[Collected data]
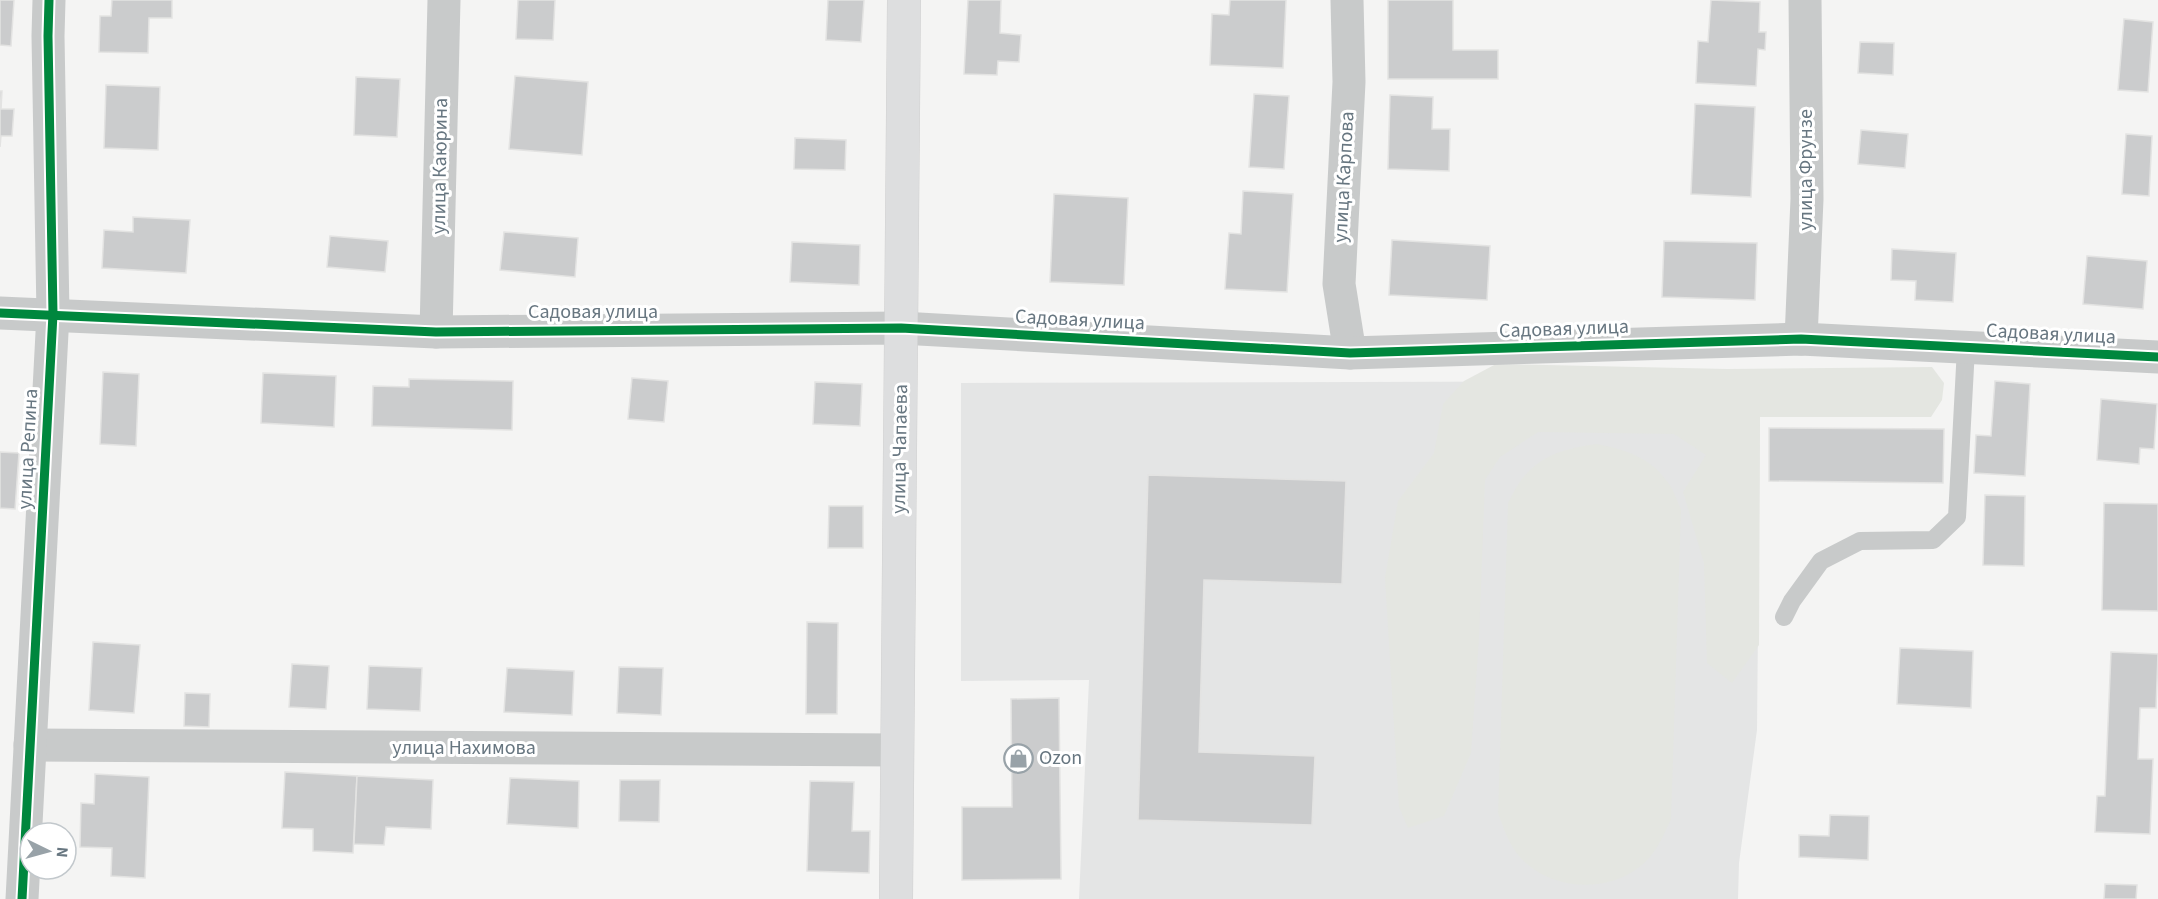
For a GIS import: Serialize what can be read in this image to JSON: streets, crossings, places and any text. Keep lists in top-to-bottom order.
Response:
{
  "streets": {
    "street": [
      "улица Каюрина",
      "улица Фрунзе",
      "улица Карпова",
      "Садовая улица",
      "улица Репина",
      "улица Чапаева",
      "улица Нахимова"
    ]
  },
  "crossings": [
    ["улица Каюрина", "Садовая улица"],
    ["улица Фрунзе", "Садовая улица"],
    ["улица Карпова", "Садовая улица"],
    ["Садовая улица", "улица Репина"],
    ["Садовая улица", "улица Чапаева"],
    ["улица Репина", "улица Нахимова"],
    ["улица Чапаева", "улица Нахимова"]
  ],
  "places": {
    "shop": ["Ozon"]
  },
  "north": "right"
}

### Work instructions
Write out the records shown above exactly, but do not include any images.

### Response area
For a GIS import: Serialize what can be read in this image to JSON: streets, crossings, places and any text. Keep lists in top-to-bottom order.
Response:
{
  "streets": {
    "street": [
      "улица Каюрина",
      "улица Фрунзе",
      "улица Карпова",
      "Садовая улица",
      "улица Репина",
      "улица Чапаева",
      "улица Нахимова"
    ]
  },
  "crossings": [
    ["улица Каюрина", "Садовая улица"],
    ["улица Фрунзе", "Садовая улица"],
    ["улица Карпова", "Садовая улица"],
    ["Садовая улица", "улица Репина"],
    ["Садовая улица", "улица Чапаева"],
    ["улица Репина", "улица Нахимова"],
    ["улица Чапаева", "улица Нахимова"]
  ],
  "places": {
    "shop": ["Ozon"]
  },
  "north": "right"
}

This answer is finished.